De tout temps ces questions se sont posées. En Europe, de l’antiquité aux Lumières la question divine du paysage et les symboles présents dans ses représentations ont marqué l’histoire. De même, les règles de composition et de perspectives ont fabriqué certaines règles artificielles et systématiques qui ont normalisé les pratiques. Enfin, le paysage « décor pour une scène » devient une scène en soi, d’abord au travers des fenêtres ouvertes sur l’extérieur présentant une forme miniaturisée et encadrée chez les flamands et les italiens des XIV et XVe siècles, pour s’épanouir en sujet en soi au tout début du XVIe siècle. Non seulement le paysage n’est plus le décor d’une action, mais souvent les scènes illustrées ne deviennent que le prétexte à représenter un paysage. Le motif se normalise, des règles apparaissent : le paysage hollandais et son découpage de l’espace en trois plans-couleur, brun-ocre pour le premier, vert pour le plan moyen, bleu pour le lointain, par exemple ; ou encore, plus tard, le classicisme qui intellectualise la représentation au profit de compositions géométriques et d’une prévalence de l’harmonie. Le paysage romantique est tout aussi éloigné d’un quelconque naturalisme, mais pour cette fois incarner les états d’âme et le sensible. La nature est passée d’un décor pour l’activité humaine à une domestication par la raison pour finir en miroir de l’âme… Mais le genre trouve sans doute son apogée dans l’impressionnisme : ni rationnel, ni sensible, ni divin, ni normalisé… le paysage semble y régner dans toutes les palettes de sa spontanéité.

Le XXe siècle dans sa dimension d’avant-garde et de décloisonnement des genres, dans son attitude de recul et de remise en question généralisés, mais surtout dans l’auto-questionnement de la pratique artistique sur elle-même s’est éloigné de la question du motif quel qu’il soit.

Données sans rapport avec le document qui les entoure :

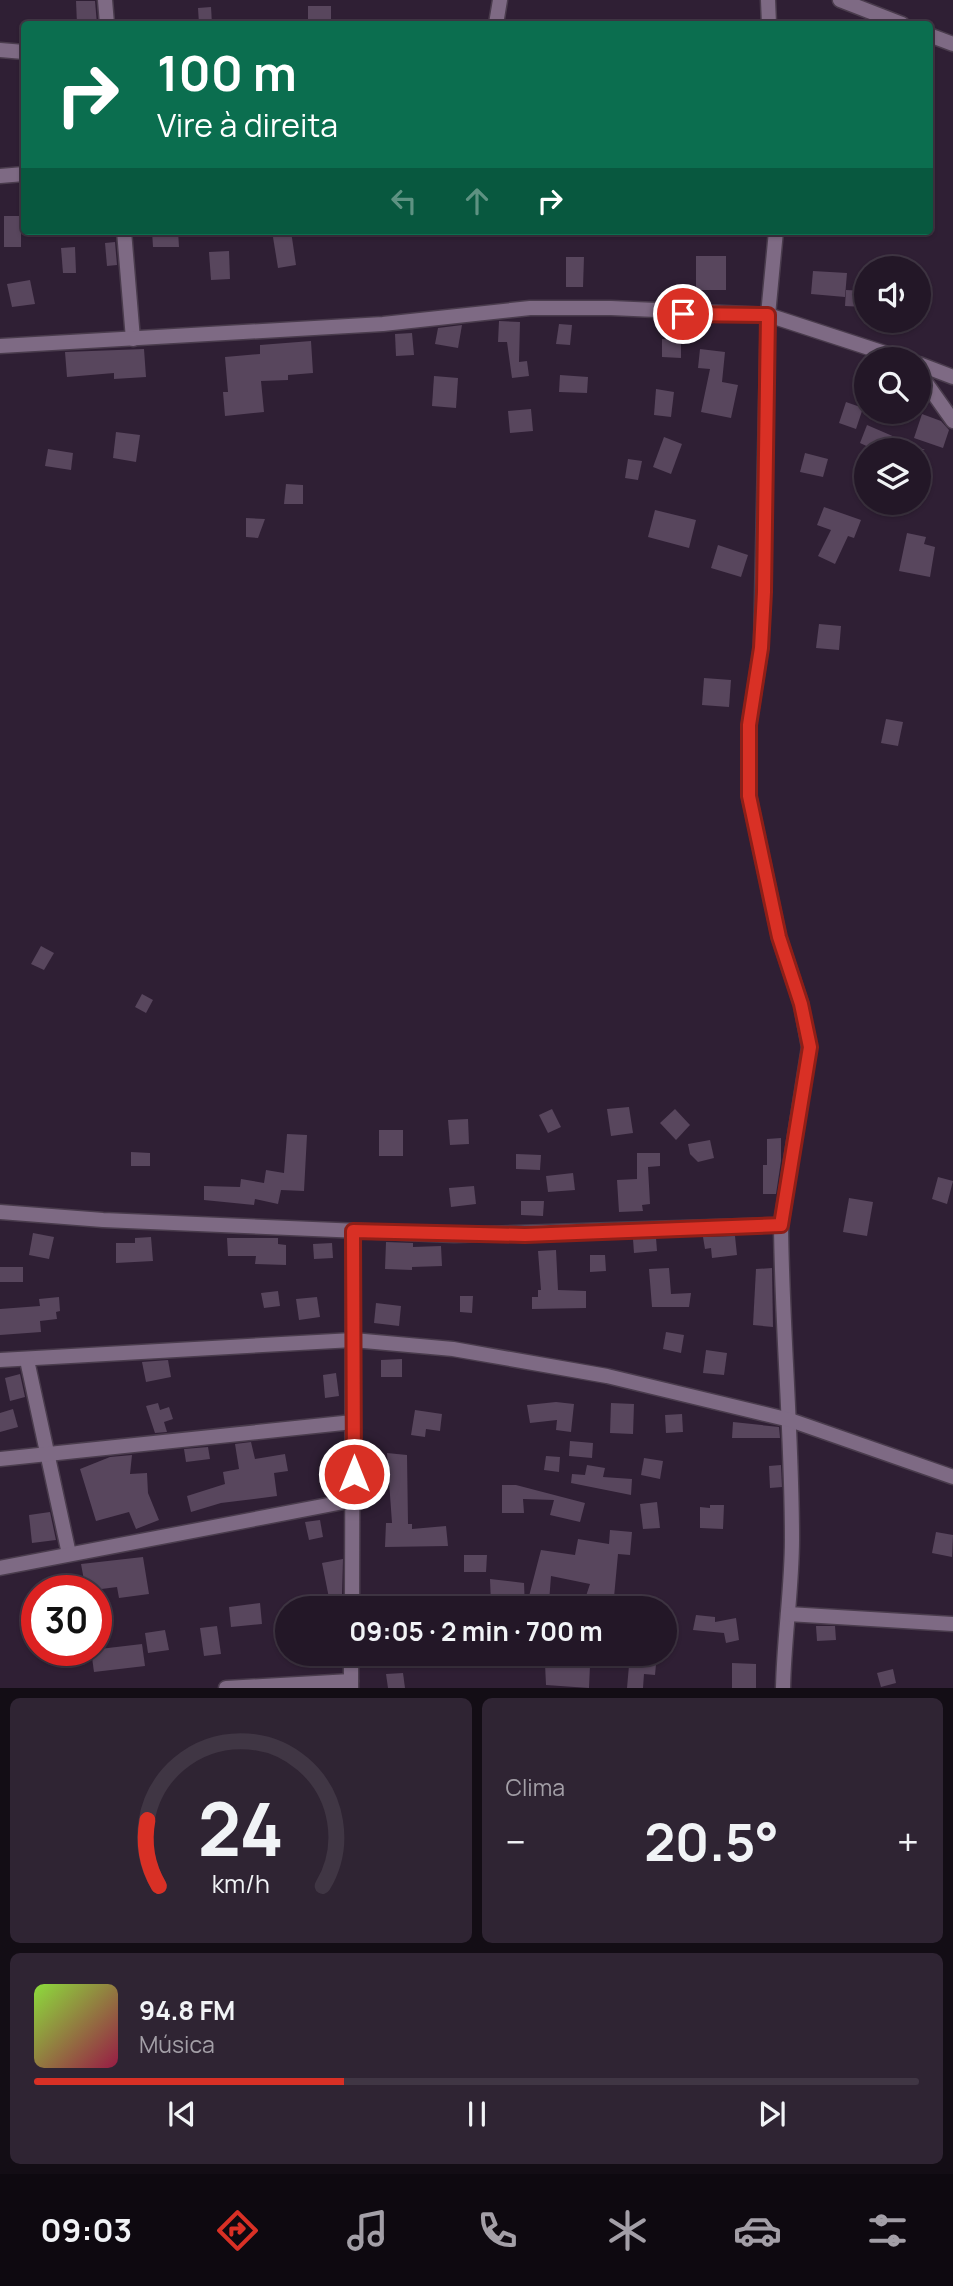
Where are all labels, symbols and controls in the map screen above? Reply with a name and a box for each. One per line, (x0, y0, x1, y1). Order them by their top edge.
text: 100 m (157, 39, 297, 106)
icon: right (42, 49, 133, 140)
text: Vire à direita (157, 103, 338, 147)
icon: left (385, 182, 423, 220)
icon: ahead (458, 182, 496, 220)
icon: right (531, 182, 569, 220)
map controls (854, 256, 931, 515)
button: sound (854, 256, 931, 333)
pin (653, 284, 713, 344)
icon: arrive (664, 295, 702, 333)
button: search (854, 347, 931, 424)
button: layers (854, 438, 931, 515)
position arrow (317, 1437, 391, 1511)
speed limit sign: 30 (21, 1575, 112, 1666)
text: 09:05 · 2 min · 700 m (349, 1613, 603, 1649)
text: Clima (506, 1771, 565, 1803)
text: 24 (198, 1779, 284, 1879)
text: 20.5° (644, 1806, 779, 1877)
text: − (506, 1815, 526, 1867)
text: + (897, 1815, 919, 1867)
text: km/h (212, 1866, 270, 1901)
text: 94.8 FM (139, 1992, 235, 2028)
text: Música (139, 2028, 215, 2060)
icon: previous (163, 2095, 201, 2133)
icon: pause (458, 2095, 496, 2133)
icon: next (753, 2095, 791, 2133)
icon: directions (213, 2206, 262, 2255)
icon: music (343, 2206, 392, 2255)
icon: phone (473, 2206, 522, 2255)
icon: climate (603, 2206, 652, 2255)
icon: car (733, 2206, 782, 2255)
icon: filters (863, 2206, 912, 2255)
text: 09:03 (41, 2208, 132, 2252)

Le paysage devient un sujet de questionnements, d’analyse, de recherche de formes d’évocations justes, capables de susciter émotions et interprétations multiples qui sont le propre de l’objet artistique. L’existence même du sujet est mise en doute, le Land Art fait de l’art avec la nature, l’Arte Povera la prélève pour l’exposer, et le paysage n’a plus la nature comme cadre, le concept est une construction mentale qui s’incarne dans des formes multiples, à même de convaincre de l’incertitude du monde et de ses réalités.

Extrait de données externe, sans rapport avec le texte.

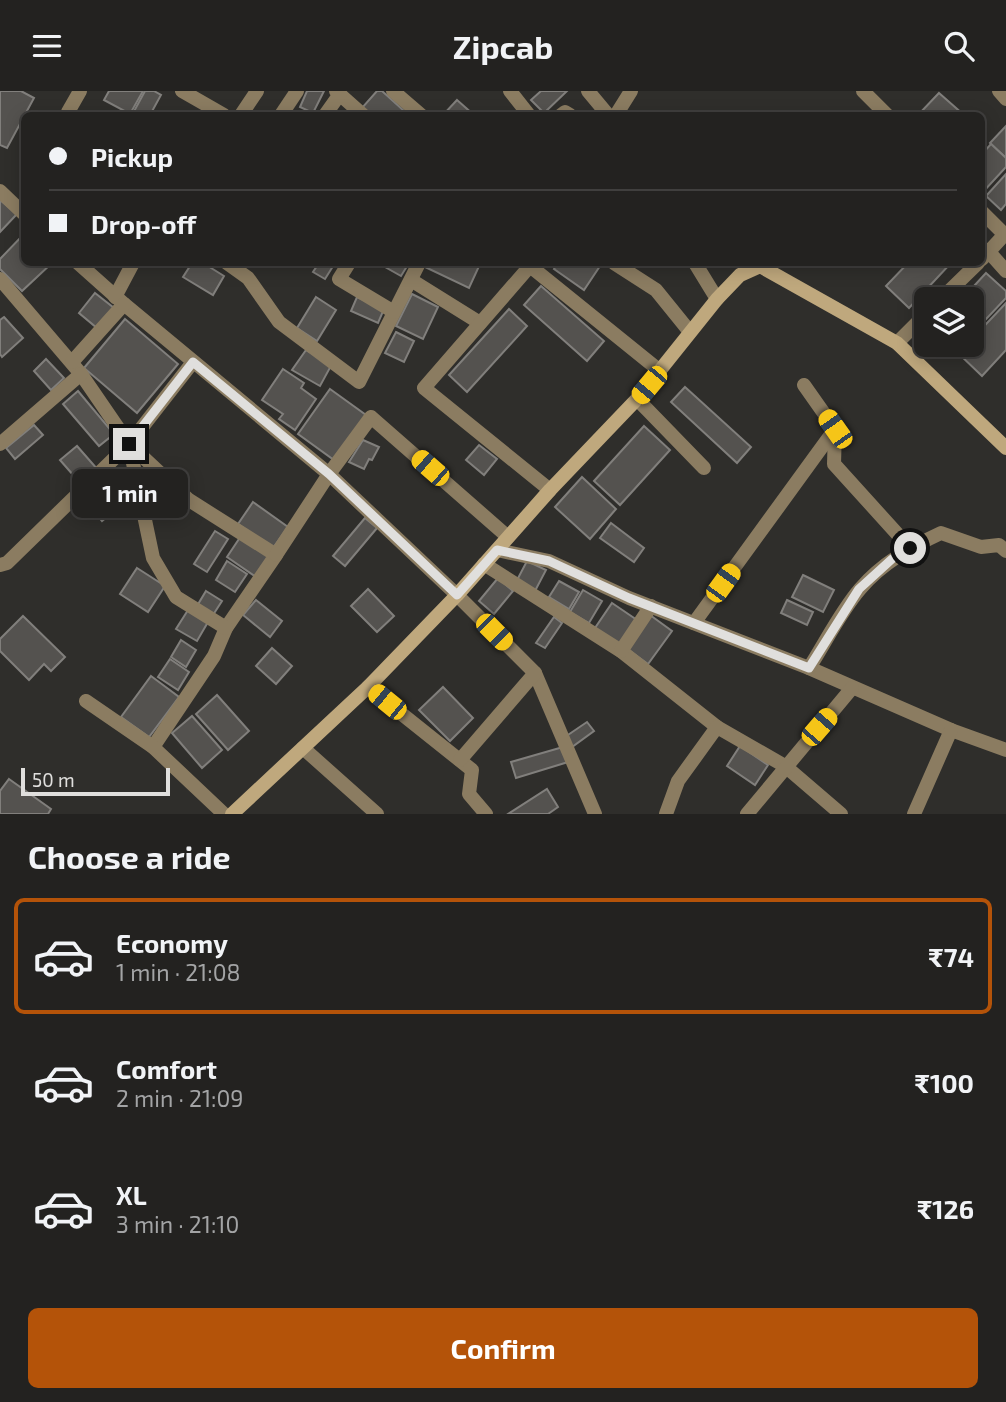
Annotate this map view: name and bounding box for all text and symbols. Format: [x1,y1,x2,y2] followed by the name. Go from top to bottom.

Alors le paysage aujourd’hui pourrait apparaître obsolète et désuet. Pourtant les concepts ne vieillissent pas contrairement aux formes, et chaque artistes montre un peu de son paysage… fantasmé, maniéré, fulgurant ou figé… mental ou corporel… maîtrisé ou contraignant.

Petites et grandes vues de train constituent les fragments de paysages que nous offre Jean-Luc Brignola. Fenêtres sur des paysages contemporains, inidentifiables tant ils sont universels, à l’image d’un environnement mêlant les éléments de zones rurales ou périurbaines, sans attrait particulier. En travaillant à partir de photographies, Jean-Luc Brignola réussit à transposer dans ses peintures les vues fugitives, captées par l’œil au quotidien. Le pouvoir de l’artiste consiste alors à transformer l’insignifiant en « scène ». Le regard se pose et observe cette suspension du temps offerte sur un cadre prélevé dans notre réalité. Les couleurs, les compositions, les touches différentes, multiples, organisent une image qui s’inscrit dans la mémoire de façon permanente, donnant l’opportunité d’une observation décalée sur ce qui constitue notre univers. La série des petites et grandes vues de train permet de renouveler le regard et donner des lectures autres. L’œil est en permanence sollicité par l’image véhiculée par les panneaux publicitaires, les médias. L’attention portée à la réalité – non spectaculaire et non-désignée comme sujet à regarder – disparaît. L’artiste nous rappelle, par le cadre qu’il pose sur notre quotidien, et la transposition au travers de ses propres moyens d’expression, que le monde est digne d’intérêt, qu’il est empli de signes à décrypter, que la neutralité n’existe pas et que le sensible est tapi au sein de chacune de nos fenêtres ouvertes sur le monde, si tant est qu’on se donne la peine de les ouvrir.